Let's just say that I was particularly attracted to someone whom I went to the same school with. Needless to say, I had a an infatuation-type of admiration towards this person. I really admired him until he found himself a girlfriend.

At that moment, I just.. remained stoic.

It was only until I reached home did I let the tears fall from my eyes. I must say, I was pretty much taken aback by what I witnessed.
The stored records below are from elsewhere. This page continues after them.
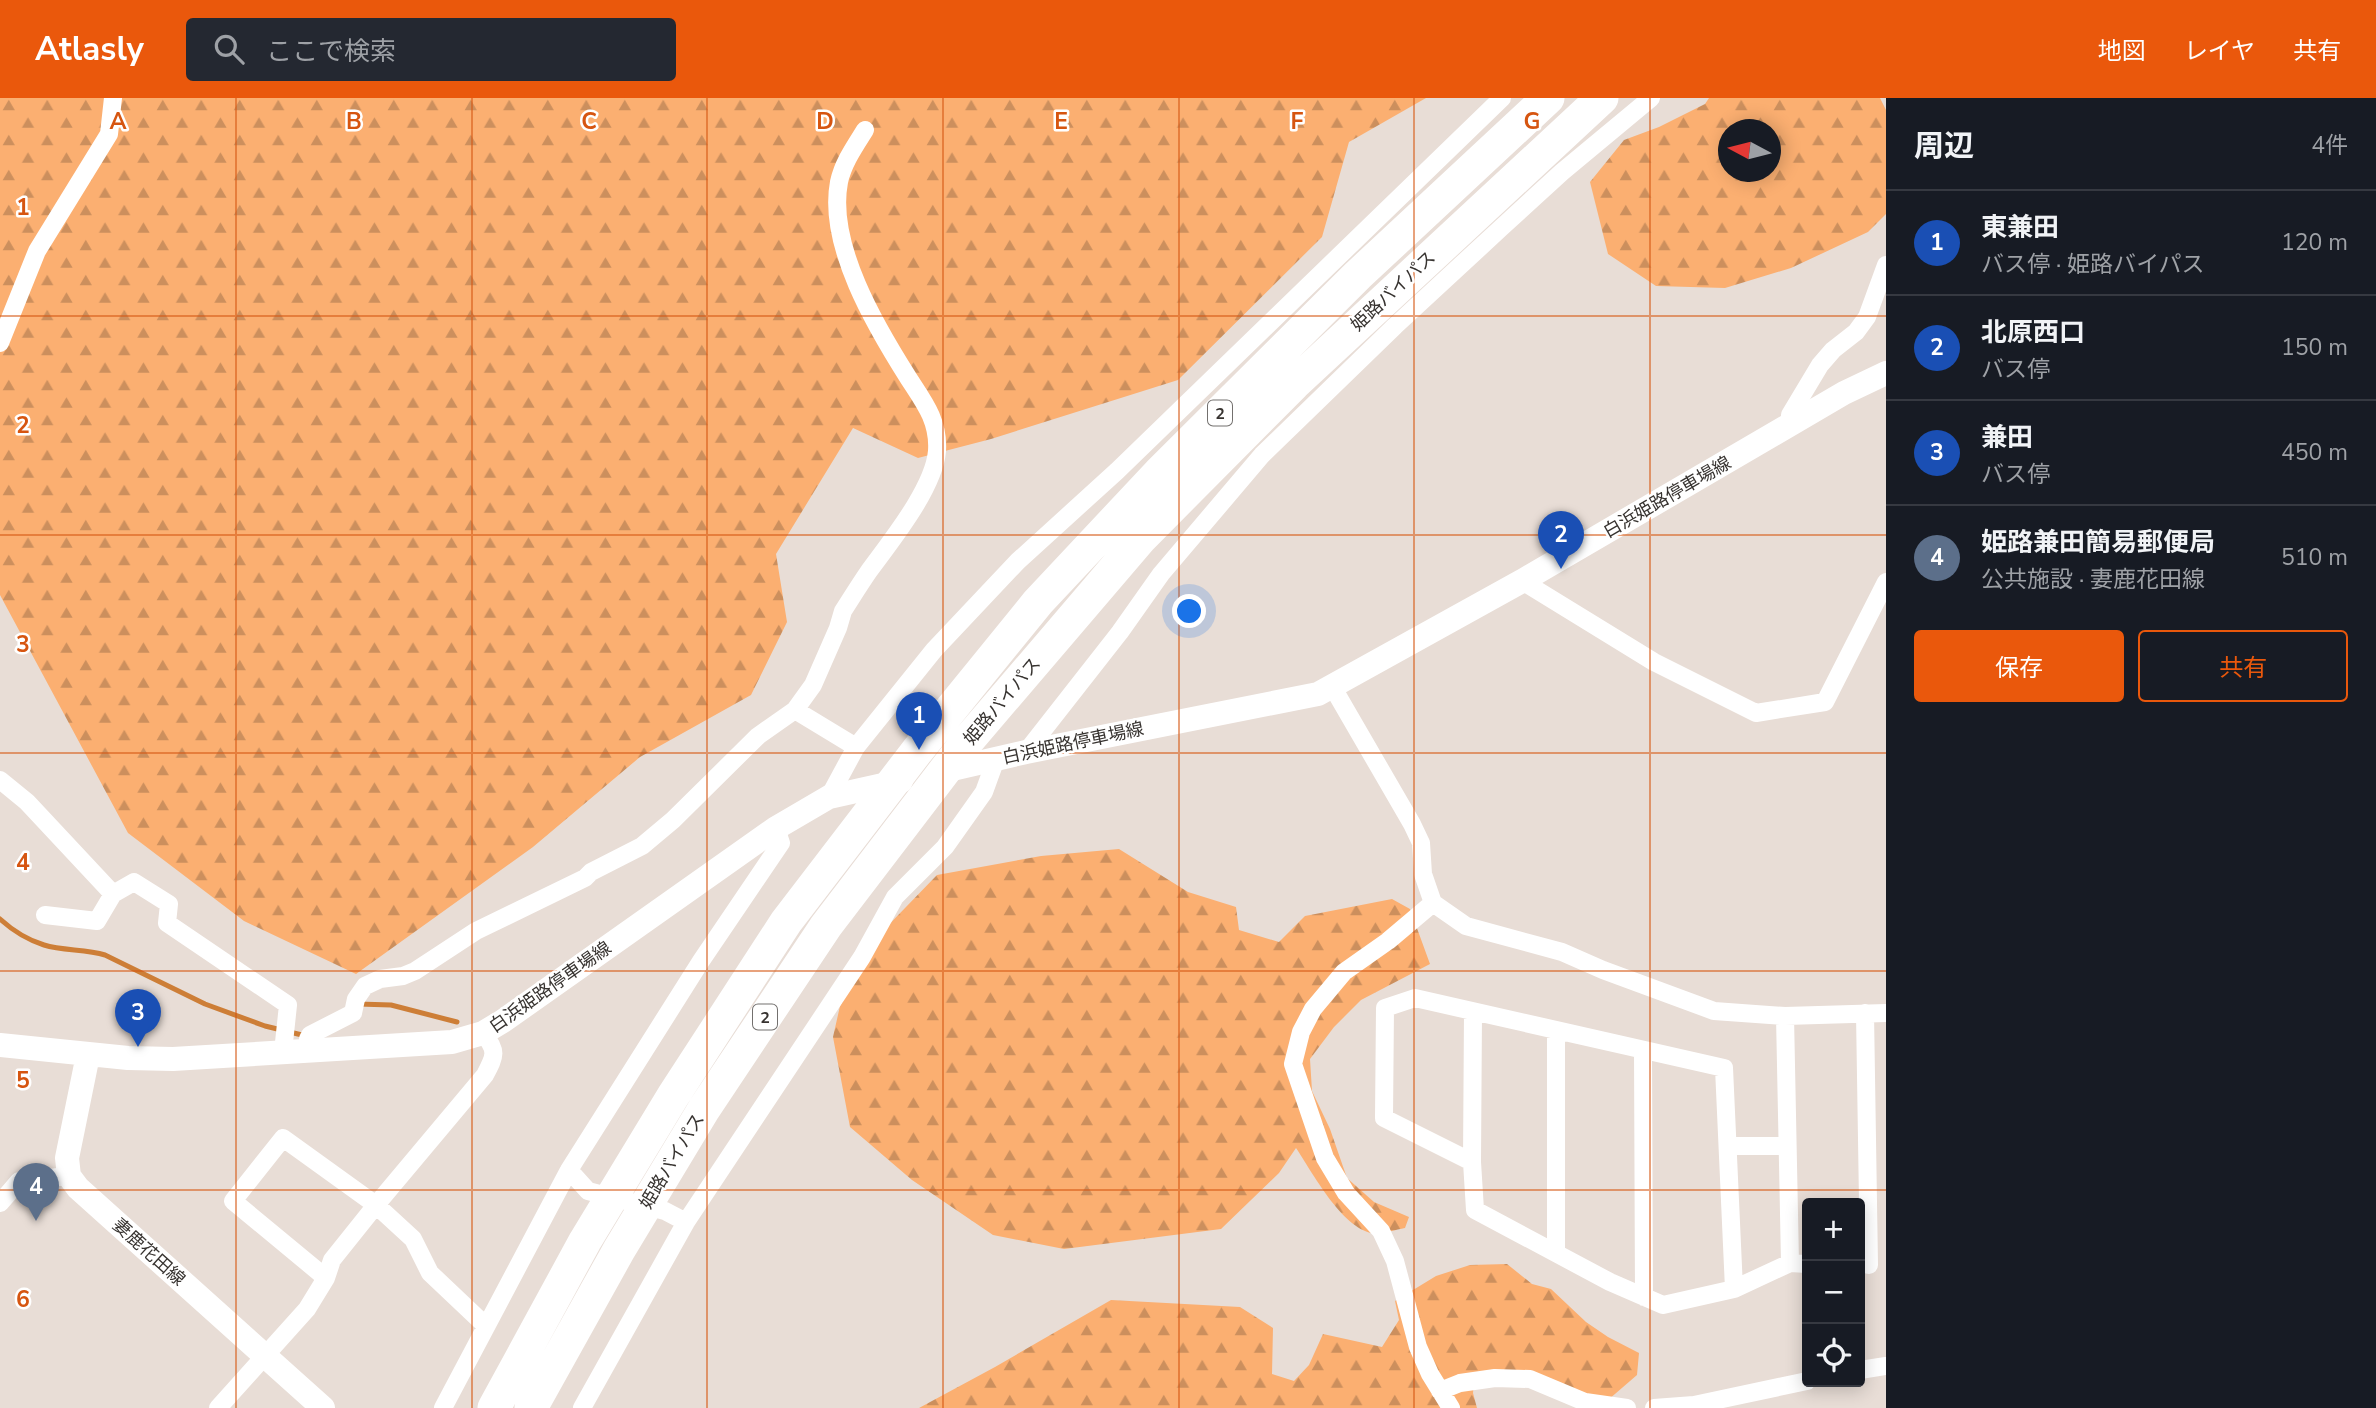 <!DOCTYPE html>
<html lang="ja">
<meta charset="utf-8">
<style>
:root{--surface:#171b24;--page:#242831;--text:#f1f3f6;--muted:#9ea1a6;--line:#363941;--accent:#ea580c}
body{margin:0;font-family:"Nunito Sans","Noto Sans JP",sans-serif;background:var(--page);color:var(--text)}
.controls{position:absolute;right:21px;bottom:21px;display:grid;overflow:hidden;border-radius:7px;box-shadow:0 4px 18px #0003}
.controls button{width:63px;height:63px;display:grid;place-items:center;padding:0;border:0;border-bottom:2px solid var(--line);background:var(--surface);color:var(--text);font:35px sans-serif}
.compass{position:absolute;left:1718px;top:21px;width:63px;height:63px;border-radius:50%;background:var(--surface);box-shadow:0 4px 18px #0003;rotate:277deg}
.you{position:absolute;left:1190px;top:514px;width:24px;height:24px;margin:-18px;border:5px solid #fff;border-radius:50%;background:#1a73e8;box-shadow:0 0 0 10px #1a73e833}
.badge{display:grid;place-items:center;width:46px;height:46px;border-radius:50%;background:var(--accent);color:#fff;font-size:23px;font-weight:700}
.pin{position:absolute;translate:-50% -58px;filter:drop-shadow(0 2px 4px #0008)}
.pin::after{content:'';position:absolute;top:37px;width:24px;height:21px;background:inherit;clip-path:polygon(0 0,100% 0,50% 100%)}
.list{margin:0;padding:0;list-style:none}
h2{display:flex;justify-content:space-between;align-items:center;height:91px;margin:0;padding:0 28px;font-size:30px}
h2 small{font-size:23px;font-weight:400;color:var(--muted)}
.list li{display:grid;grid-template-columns:46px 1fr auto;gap:21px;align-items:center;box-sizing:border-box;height:105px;padding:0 28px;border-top:2px solid var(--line)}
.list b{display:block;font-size:26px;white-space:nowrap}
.list p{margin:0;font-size:23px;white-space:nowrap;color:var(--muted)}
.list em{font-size:23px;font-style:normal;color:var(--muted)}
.actions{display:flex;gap:14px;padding:21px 28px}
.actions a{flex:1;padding:16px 0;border:2px solid var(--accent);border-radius:7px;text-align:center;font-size:24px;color:var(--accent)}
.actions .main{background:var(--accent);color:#fff}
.icon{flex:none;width:38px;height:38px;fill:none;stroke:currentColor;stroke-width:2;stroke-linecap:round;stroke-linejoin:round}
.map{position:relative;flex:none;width:1886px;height:1310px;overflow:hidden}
header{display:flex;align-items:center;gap:42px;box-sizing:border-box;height:98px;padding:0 35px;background:var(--accent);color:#fff}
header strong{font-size:33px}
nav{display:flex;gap:38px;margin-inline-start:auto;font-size:24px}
.search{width:490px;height:63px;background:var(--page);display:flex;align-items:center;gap:18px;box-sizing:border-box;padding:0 24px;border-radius:7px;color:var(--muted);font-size:26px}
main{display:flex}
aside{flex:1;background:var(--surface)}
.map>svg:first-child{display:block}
.forest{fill:url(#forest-firs);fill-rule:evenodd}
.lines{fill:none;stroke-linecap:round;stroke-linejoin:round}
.stream{stroke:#cd7e37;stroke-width:5}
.street{stroke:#fff;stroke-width:18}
.secondary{stroke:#fff;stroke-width:24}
.highway{stroke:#fff;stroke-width:33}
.grid{fill:none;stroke:#d65510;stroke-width:2;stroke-opacity:0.55}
.labels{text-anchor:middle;stroke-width:5;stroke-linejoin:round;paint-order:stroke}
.shield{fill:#fff;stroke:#73706e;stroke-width:2}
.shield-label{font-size:16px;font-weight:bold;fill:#373330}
.street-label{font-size:18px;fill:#373330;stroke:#fff}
.grid-label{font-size:23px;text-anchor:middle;font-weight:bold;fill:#d65510;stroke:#fff;stroke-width:5;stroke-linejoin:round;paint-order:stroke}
</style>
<header>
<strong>Atlasly</strong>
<div class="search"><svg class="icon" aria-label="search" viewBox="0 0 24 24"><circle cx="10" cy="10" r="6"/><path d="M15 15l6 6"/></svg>ここで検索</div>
<nav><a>地図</a><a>レイヤ</a><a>共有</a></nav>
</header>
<main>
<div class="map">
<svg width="1886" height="1310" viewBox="0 0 1886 1310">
<defs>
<pattern id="forest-firs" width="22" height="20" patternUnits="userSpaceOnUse" patternTransform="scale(1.75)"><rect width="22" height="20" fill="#fbaf71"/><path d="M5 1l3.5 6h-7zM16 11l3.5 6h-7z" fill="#cc8f5d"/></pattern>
</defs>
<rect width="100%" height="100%" fill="#e8ddd6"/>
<path class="forest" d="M 0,0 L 1426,0 L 1349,44 L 1322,139 L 1178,282 L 991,341 L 918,360 L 853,330 L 776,456 L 787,524 L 751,597 L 640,659 L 533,749 L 356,876 L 244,823 L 128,735 L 0,497 Z
M 1709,0 L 1880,0 L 1886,12 L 1886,116 L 1868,134 L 1791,170 L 1725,190 L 1656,188 L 1608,156 L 1590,84 L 1624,42 L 1659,29 L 1705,6 ZM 1728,32 L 1770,32 L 1770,74 L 1728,74 Z
M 1119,751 L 1188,794 L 1236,809 L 1239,832 L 1279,844 L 1305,818 L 1392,801 L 1410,811 L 1430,866 L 1361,902 L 1334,929 L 1310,961 L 1312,993 L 1330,1031 L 1347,1080 L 1374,1104 L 1409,1119 L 1405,1130 C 1395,1132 1381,1136 1372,1135 C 1342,1130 1312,1074 1296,1050 L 1279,1075 L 1221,1131 L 1064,1151 L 993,1137 L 912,1082 L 850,1029 L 833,939 L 840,908 L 874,842 L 937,777 L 1041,758 Z
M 1507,1166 L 1532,1186 L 1551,1191 L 1586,1224 L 1608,1239 L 1639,1255 L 1637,1277 L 1608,1302 L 1475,1276 L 1473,1295 L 1477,1310 L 919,1310 L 995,1269 L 1111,1202 L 1240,1209 L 1273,1230 L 1272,1276 L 1294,1283 L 1309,1267 L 1323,1236 L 1382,1249 L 1399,1222 L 1395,1203 L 1436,1178 L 1470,1167 Z"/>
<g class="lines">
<path class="stream" d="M 0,821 C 12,832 28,842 44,847 C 63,853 85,851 105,857 L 205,906 L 265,928 L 302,937 L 306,934
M 358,906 L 391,907 L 457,924"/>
<path class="street" d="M 0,245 L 37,153 L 109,36 L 113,0
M 1793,325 L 1790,317 L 1820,267 L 1833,252 L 1856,234 L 1867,219 L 1886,167
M 1522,483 L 1654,564 L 1756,615 L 1825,604 L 1886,484
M 1332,588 L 1412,726 L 1421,745 L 1423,776 L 1433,805 L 1466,828 L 1562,854 L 1603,872 L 1714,913 L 1785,918 L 1886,915
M 795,612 L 856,649
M 1026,654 L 1120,534 L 1161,476 L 1262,357 L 1395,228 L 1502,129 L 1562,74 L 1651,0
M 0,682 L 27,704 L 113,796 L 134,784 L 169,806 L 167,825 L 288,907 L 283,954
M 829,699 L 856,649 L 934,552 L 1018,463 L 1117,373 L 1502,0
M 1433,805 L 1388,843 L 1344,874 L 1313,911 L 1301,934 L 1293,966 L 1325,1060 L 1346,1095 L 1381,1133 L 1395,1163 L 1418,1249 L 1430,1276 L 1451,1310
M 45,817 L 97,823 L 113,796
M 1865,915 L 1869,1167
M 1785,918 L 1790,1165
M 1556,932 L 1556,1155
M 308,952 L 308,941 L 310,937 L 353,915 L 356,901 L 365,888 L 380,881 L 403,878 L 415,873 L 476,833 L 585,780 L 591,774 L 642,748 L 673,722 L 758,638 L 795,612 L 813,587 L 838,530 L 843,513 C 852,499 860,486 869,473 C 891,443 934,390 937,353 C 939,323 924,304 909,281 C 876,229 827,147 839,84 C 843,65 855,48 865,32
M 1643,952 L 1644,1199
M 1728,1048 L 1787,1048
M 1472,1064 L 1473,914
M 569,1072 L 588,1093 L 665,1113 L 686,1124
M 0,1105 L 19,1083 L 69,1078
M 326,1180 L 233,1103 L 283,1040 L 376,1107 L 413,1141 L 430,1175 L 486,1228
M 1734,1191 L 1724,970 L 1415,900 L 1385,910 L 1384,1020 L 1472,1064 L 1475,1112 L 1610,1184 L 1663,1207 L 1734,1191 L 1790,1165 L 1807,1166
M 1860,1272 L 1886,1268
M 1440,1293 L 1460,1285 L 1495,1280 L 1530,1281 L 1585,1304 L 1627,1310
M 218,1310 L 307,1211 L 326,1180 L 332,1162 L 376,1107 L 485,977 C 495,958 498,953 483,935
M 443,1310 L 569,1072 L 701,863 L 781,745 L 776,730
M 582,1310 L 686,1124 L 862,859 L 895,799 L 945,749 L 984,694 L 996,661
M 1654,1310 L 1694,1307 L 1807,1283"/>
<path class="secondary" d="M 939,674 L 1026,654 L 1318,596 L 1522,483 L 1844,295 L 1886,275
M 0,947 L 128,960 L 173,961 L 452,944 L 483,935 L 503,923 L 776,730 L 829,699 L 901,683
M 88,957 L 67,1060 L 69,1078 L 78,1090 L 323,1310"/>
<path class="highway" d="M 494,1310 L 585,1143 L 673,998 L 786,824 L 917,653 L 1038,504 L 1159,375 L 1358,177 L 1548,0
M 531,1310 L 619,1152 L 704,1011 L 826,828 L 965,646 L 1141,440 L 1294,286 L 1602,0"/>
</g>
<path class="grid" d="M 236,0 L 236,1310M 472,0 L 472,1310M 707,0 L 707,1310M 943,0 L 943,1310M 1179,0 L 1179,1310M 1414,0 L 1414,1310M 1650,0 L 1650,1310M 0,218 L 1886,218M 0,437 L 1886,437M 0,655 L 1886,655M 0,873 L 1886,873M 0,1092 L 1886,1092"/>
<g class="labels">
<g class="shield">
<rect x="1208" y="302.5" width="24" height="25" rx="5"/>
<rect x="753" y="906.5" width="24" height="25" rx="5"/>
</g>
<g class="shield-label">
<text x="1220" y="321">2</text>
<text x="765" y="925">2</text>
</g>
<g class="street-label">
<text transform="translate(1393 193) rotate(-43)" y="6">姫路バイパス</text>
<text transform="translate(1667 399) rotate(-30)" y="6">白浜姫路停車場線</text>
<text transform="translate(1002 603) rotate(-50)" y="6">姫路バイパス</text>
<text transform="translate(1073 645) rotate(-12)" y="6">白浜姫路停車場線</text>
<text transform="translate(550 889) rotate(-35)" y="6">白浜姫路停車場線</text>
<text transform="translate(672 1063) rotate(-59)" y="6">姫路バイパス</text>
<text transform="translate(149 1154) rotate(42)" y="6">妻鹿花田線</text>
</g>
</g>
<g class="grid-label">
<text x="118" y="31">A</text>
<text x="354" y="31">B</text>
<text x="589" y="31">C</text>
<text x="825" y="31">D</text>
<text x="1061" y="31">E</text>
<text x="1297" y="31">F</text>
<text x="1532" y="31">G</text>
<text x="23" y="117">1</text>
<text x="23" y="335">2</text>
<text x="23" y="554">3</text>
<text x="23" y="772">4</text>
<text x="23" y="990">5</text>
<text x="23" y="1209">6</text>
</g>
</svg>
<div class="controls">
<button>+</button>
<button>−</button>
<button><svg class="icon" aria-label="locate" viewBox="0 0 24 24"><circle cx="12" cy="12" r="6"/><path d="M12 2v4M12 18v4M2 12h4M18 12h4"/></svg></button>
</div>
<svg class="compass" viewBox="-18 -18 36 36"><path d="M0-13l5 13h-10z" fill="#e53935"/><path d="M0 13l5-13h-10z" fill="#9ea1a6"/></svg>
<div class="you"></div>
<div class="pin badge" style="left:919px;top:652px;background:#1a4fb4">1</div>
<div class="pin badge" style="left:1561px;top:471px;background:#1a4fb4">2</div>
<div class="pin badge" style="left:138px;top:949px;background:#1a4fb4">3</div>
<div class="pin badge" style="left:36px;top:1123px;background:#5c6f8a">4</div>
</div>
<aside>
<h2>周辺<small>4件</small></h2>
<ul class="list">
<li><span class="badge" style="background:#1a4fb4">1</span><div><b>東兼田</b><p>バス停 · 姫路バイパス</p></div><em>120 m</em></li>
<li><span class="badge" style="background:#1a4fb4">2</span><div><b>北原西口</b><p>バス停</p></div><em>150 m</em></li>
<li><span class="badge" style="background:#1a4fb4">3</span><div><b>兼田</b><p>バス停</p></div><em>450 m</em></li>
<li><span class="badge" style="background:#5c6f8a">4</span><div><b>姫路兼田簡易郵便局</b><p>公共施設 · 妻鹿花田線</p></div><em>510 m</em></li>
</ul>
<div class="actions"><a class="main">保存</a><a>共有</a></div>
</aside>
</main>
The sight of them being happy together disgusted me.

It was only after crying non-stop for a few hours and playing Breakeven.. did I realise that I had to remain optimistic.

He's just a boy.. who found the one he wants.

I guess the right one for me will come sooner or later.

I guess it's a lesson that I learnt.

I can't have silly crushes on people whom I have no chance of getting together with.

How ironic.

I created this blog to voice out opinions on real-world matters, but here i am dwelling about my personal life.

I guess c'est la vie.

So that is all for now.

Friday, December 10, 2010

A person's thoughts - usually more noisy, more perplex, or even more intelligent than the words that come out of his/or her's mouth. Hypothetically speaking, the thoughts and the mind of someone can lead to the better understanding of someone's character and true personality than verbal contact, if one's thoughts could be expressed. Therefore, it brings us here to the purpose of why I created this blog. By expressing thought in the form of a web diary, it would possibly relief myself of the burning questions and uncertainties inside my mind with probable discussion topics like society and anti-homosexuality, etc. I do not know why I need this, but let us just say that this is much better than wasting my time reading queer Harry Potter fanfiction on a regular basis.